Quizás la misión de los escritores no es arreglar el mundo. Ni siquiera los que la asumen como propia han logrado llevarla a cabo.
Por Fernando Quiroz
Dice Juan Marsé, autor de Últimas tardes con Teresa y Si te dicen que caí, entre otros textos espléndidos, que “en tiempos de crisis un escritor debe hacer lo mismo que en tiempos de bonanza: procurar escribir bien”. Lo dijo a comienzos de esta semana en Madrid, interrogado sobre el papel que deben asumir los creadores en momentos tan difíciles como los que actualmente se viven. Y, como ñapa, recordó al norteamericano Ezra Pound, quien decía que “el esmero en el trabajo con el lenguaje es la única condición moral del escritor”.

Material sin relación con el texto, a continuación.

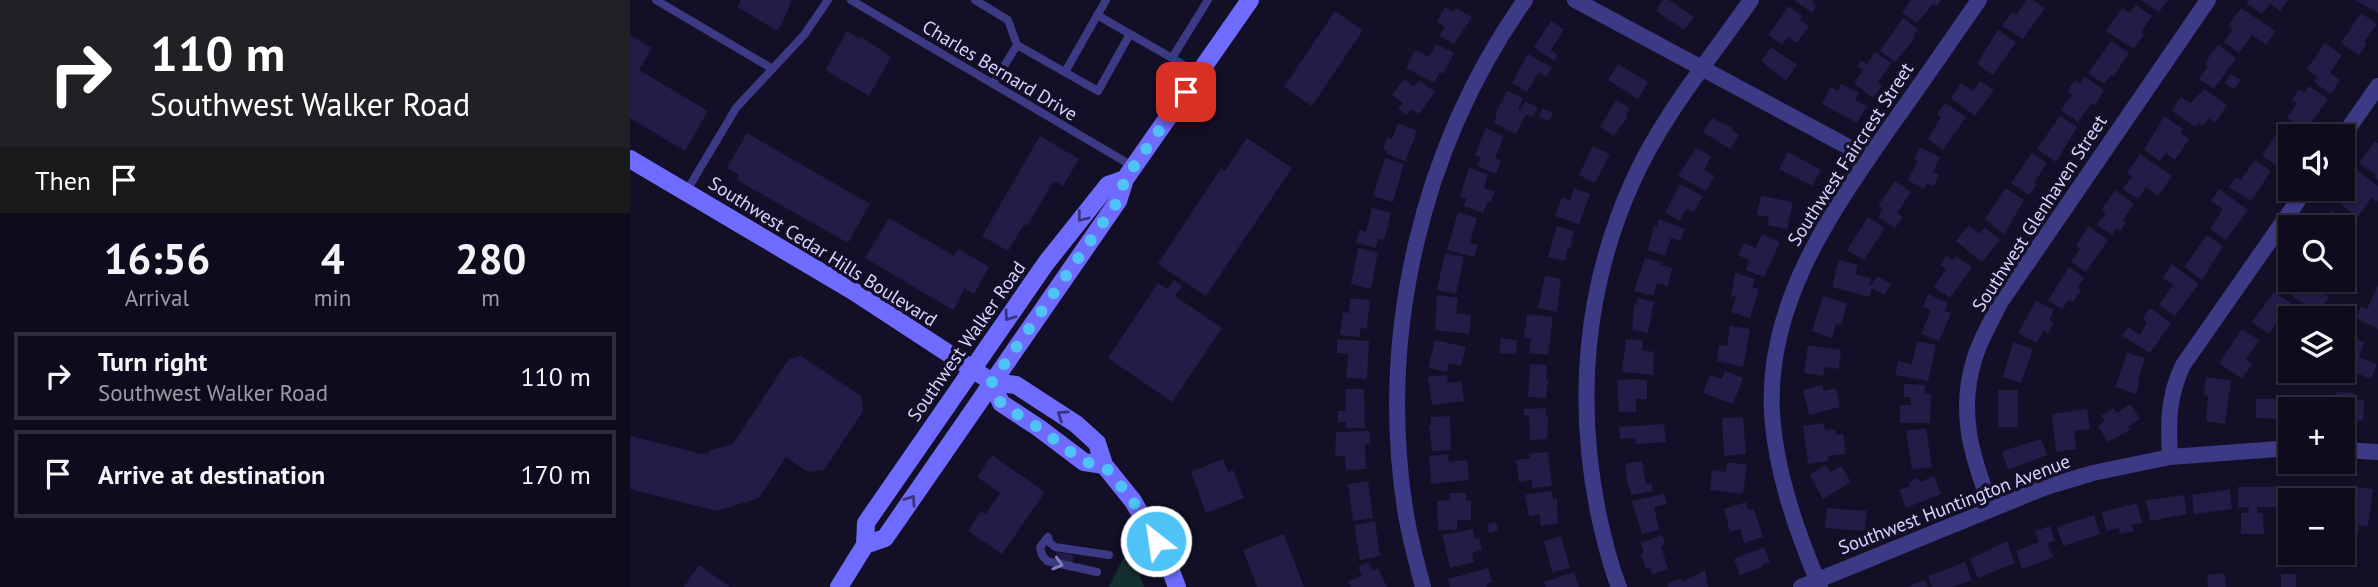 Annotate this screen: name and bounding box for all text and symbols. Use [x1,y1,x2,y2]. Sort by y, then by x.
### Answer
street label: Charles Bernard Drive [918,14,1082,126]
text: 110 m [150,21,285,85]
icon: right [35,28,126,119]
street label: Southwest Faircrest Street [1782,57,1919,250]
pin [1156,62,1216,122]
icon: arrive [1167,73,1205,111]
text: Southwest Walker Road [150,83,470,125]
street label: Southwest Glenhaven Street [1966,110,2112,316]
map controls [2278,124,2355,565]
button: sound [2278,124,2355,201]
icon: arrive [105,161,143,199]
text: Then [35,164,91,197]
street label: Southwest Cedar Hills Boulevard [704,171,942,331]
one-way arrow [1078,209,1091,221]
button: search [2278,215,2355,292]
text: 16:56 [104,231,210,286]
text: 4 [321,231,344,286]
text: 280 [455,231,526,286]
street label: Southwest Walker Road [902,256,1030,426]
text: Arrival [125,283,189,312]
text: min [314,283,351,312]
text: m [481,283,500,312]
button: layers [2278,306,2355,383]
one-way arrow [1005,308,1017,321]
text: Turn right [98,345,207,378]
icon: right [39,357,77,395]
text: 110 m [520,360,591,393]
text: Southwest Walker Road [98,378,328,407]
button: + [2278,397,2355,474]
one-way arrow [1057,411,1070,423]
street label: Southwest Huntington Avenue [1835,449,2073,559]
icon: arrive [39,455,77,493]
text: Arrive at destination [98,458,325,491]
text: 170 m [520,458,591,491]
button: − [2278,488,2355,565]
one-way arrow [903,494,916,507]
position arrow [1119,504,1193,578]
one-way arrow [1052,556,1064,570]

Las palabras del Premio Cervantes, máximo galardón de la lengua española, nos animan a quienes pasamos varias horas al día frente al computador —o, con lápiz en mano, frente a la libreta de hojas en blanco: hay muchos que todavía ejercen de esta manera— inventando historias y creando personajes que muchas veces —que casi siempre— no tienen una relación directa con las noticias escandalosas de los últimos meses. Creando textos que tal vez no servirán como punto de partida para foros y debates de aquellos en los que se pretende arreglar un mundo que en todo caso está desarreglado hace mucho tiempo. Que no ofrecerán fórmulas ni revelarán secretos para salir del atolladero. Pero que, quizás, entretengan durante un par de horas a quienes se interesen en leerlos. Que, quizás, alivien el desvelo de algún insomne, provoquen una sonrisa en algún lector que anda aburrido, ayuden a hacer menos tensa la espera de quien aguarda al odontólogo y ha decidido llevar un libro en la mano.

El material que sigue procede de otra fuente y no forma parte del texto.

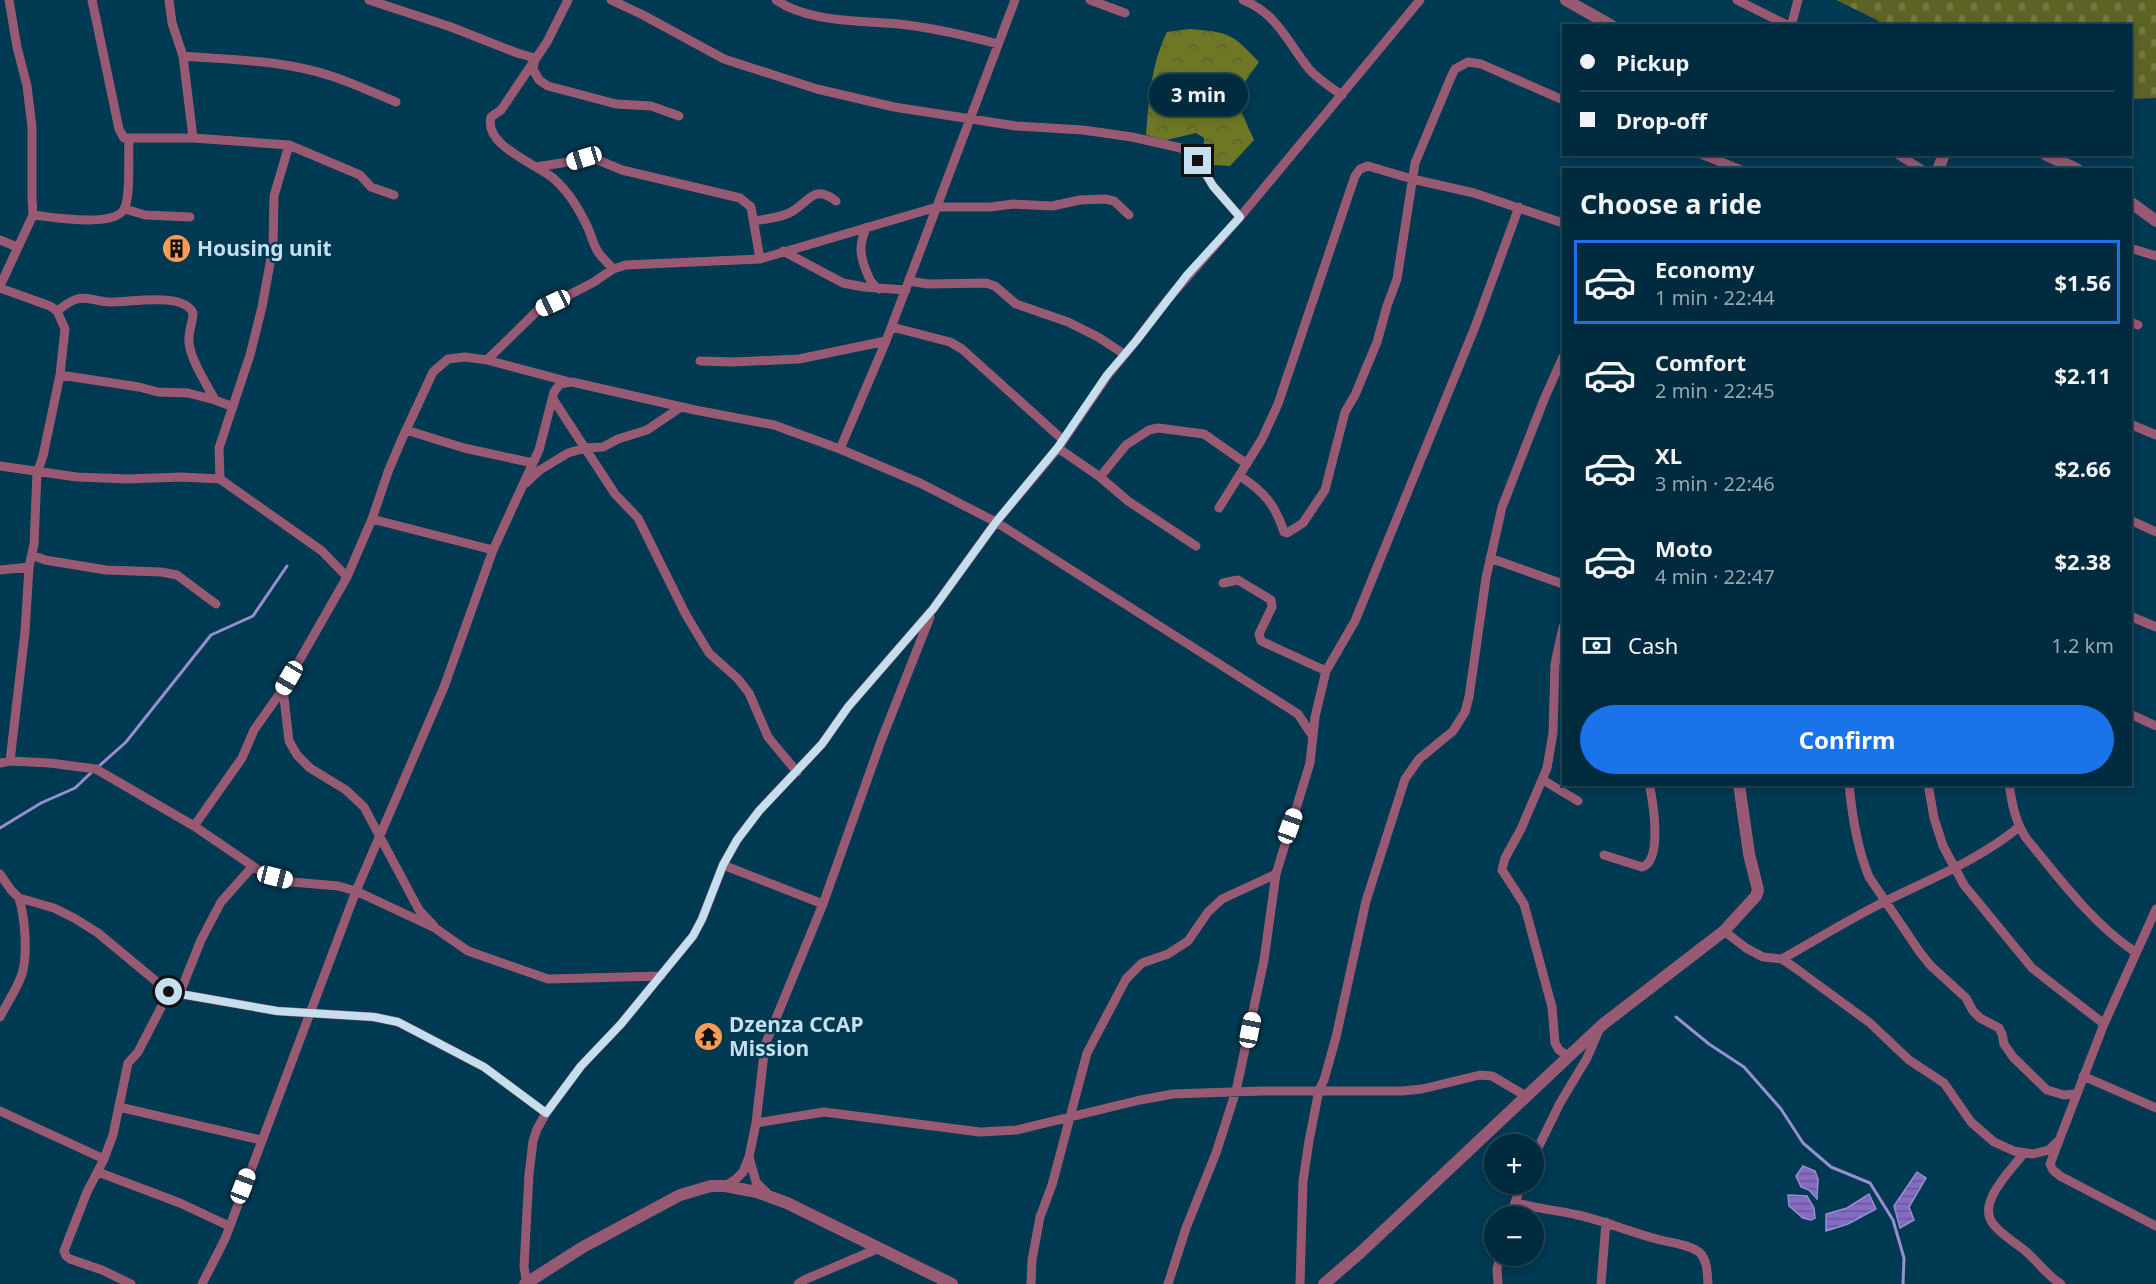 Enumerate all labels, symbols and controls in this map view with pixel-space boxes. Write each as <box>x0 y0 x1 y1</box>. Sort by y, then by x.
text: Pickup <box>1616 47 1689 77</box>
callout: 3 min <box>1148 74 1248 116</box>
text: 3 min <box>1171 81 1226 108</box>
text: Drop-off <box>1616 105 1707 135</box>
car <box>564 144 604 172</box>
route end <box>1184 147 1211 174</box>
text: Choose a ride <box>1580 185 1762 222</box>
building icon: Housing unit <box>160 233 192 265</box>
place label: Housing unit <box>197 234 332 262</box>
text: Economy <box>1655 254 1754 284</box>
icon: car <box>1583 255 1637 309</box>
text: $1.56 <box>2054 267 2111 297</box>
text: 1 min · 22:44 <box>1655 284 1775 311</box>
car <box>533 287 573 319</box>
text: Comfort <box>1655 347 1746 377</box>
icon: car <box>1583 348 1637 402</box>
text: $2.11 <box>2054 360 2111 390</box>
text: 2 min · 22:45 <box>1655 377 1775 404</box>
text: XL <box>1655 440 1682 470</box>
icon: car <box>1583 441 1637 495</box>
text: $2.66 <box>2054 453 2111 483</box>
text: 3 min · 22:46 <box>1655 470 1775 497</box>
text: Moto <box>1655 533 1713 563</box>
icon: car <box>1583 534 1637 588</box>
text: $2.38 <box>2054 546 2111 576</box>
text: 4 min · 22:47 <box>1655 563 1775 590</box>
icon: cash <box>1580 629 1613 662</box>
text: Cash <box>1628 630 1678 660</box>
text: 1.2 km <box>2051 632 2114 659</box>
car <box>272 658 306 698</box>
button: Confirm <box>1580 705 2114 774</box>
car <box>1275 806 1305 846</box>
car <box>255 864 295 890</box>
route start <box>155 978 182 1005</box>
place label: Dzenza CCAP Mission <box>729 1010 863 1062</box>
car <box>1238 1011 1262 1049</box>
temple icon: Dzenza CCAP Mission <box>692 1021 724 1053</box>
map controls <box>1484 1134 1544 1266</box>
button: + <box>1484 1134 1544 1194</box>
car <box>228 1166 258 1206</box>
button: − <box>1484 1206 1544 1266</box>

O textos que tal vez vayan más allá y alboroten los recuerdos de infancia de un lector que hacía muchos años no daba marcha atrás en el tiempo. O que lo lleven a recorrer caminos que no se ha atrevido a transitar. Que lo hagan soñar. Que le presenten otros mundos posibles. Que lo rescaten de la rutina. Textos que, antes que echar vinagre en las heridas que ha dejado la crisis, propongan un alto en el camino, un cambio de tercio, una oportuna distracción.
Salto el Atlántico para traer a colación una opinión del escritor Marcelo Birmajer que leí en una entrevista recientemente publicada. Decía el argentino, a propósito de su generación, que notaba en ella “un respeto por la ficción como un modo de brindar entretenimiento y misterio, y no de mejorar sociopolíticamente el mundo”.
Estoy con Birmajer. Y con sus palabras y con la de Marsé les respondo a tantos que a veces se quejan porque no tomamos partido en nuestras novelas. Porque no nos ocupamos de las noticias de primera página. Porque no procuramos ofrecer soluciones en momentos de crisis. Y me pregunto si acaso no han sido casi todos los momentos de la humanidad especialmente difíciles. Que ahora lo sean para los banqueros y para los industriales no significa que no lo hayan sido para tantos cientos de millones que solo han aspirado a tener resuelto el pan del día siguiente o la escuela de los hijos.
Escribimos porque nos gusta y, en muchos casos, porque nos obsesiona. Porque somos incapaces de vivir sin hacerlo. Porque al escribir estamos hurgando en nuestra memoria y en nuestras razones más profundas para tratar de entendernos. Pero, aunque nos dediquemos a la ficción, aunque no nos ocupemos de la noticia que esta mañana dio la vuelta por todas las emisoras, en todo caso hacemos referencia a un lugar, a un momento y a una sociedad. Y más allá de divertirnos con nuestro oficio —aunque tantas veces nos persiga y nos azote el fantasma de la página en blanco— cumplimos una función. Pero quizás no sea la de arreglar el mundo. Una misión que, por cierto, ni siquiera los que la asumen como propia han logrado llevar a cabo por los siglos de los siglos.
Con su fidelidad a un oficio solitario pero encantador, Juan Marsé le rinde homenaje a Cervantes y a la lengua española. Y sus opiniones, en el día del idioma, invitan a renovar los votos de quienes nos hemos empeñado en trabajar con la hermosa materia prima de las palabras.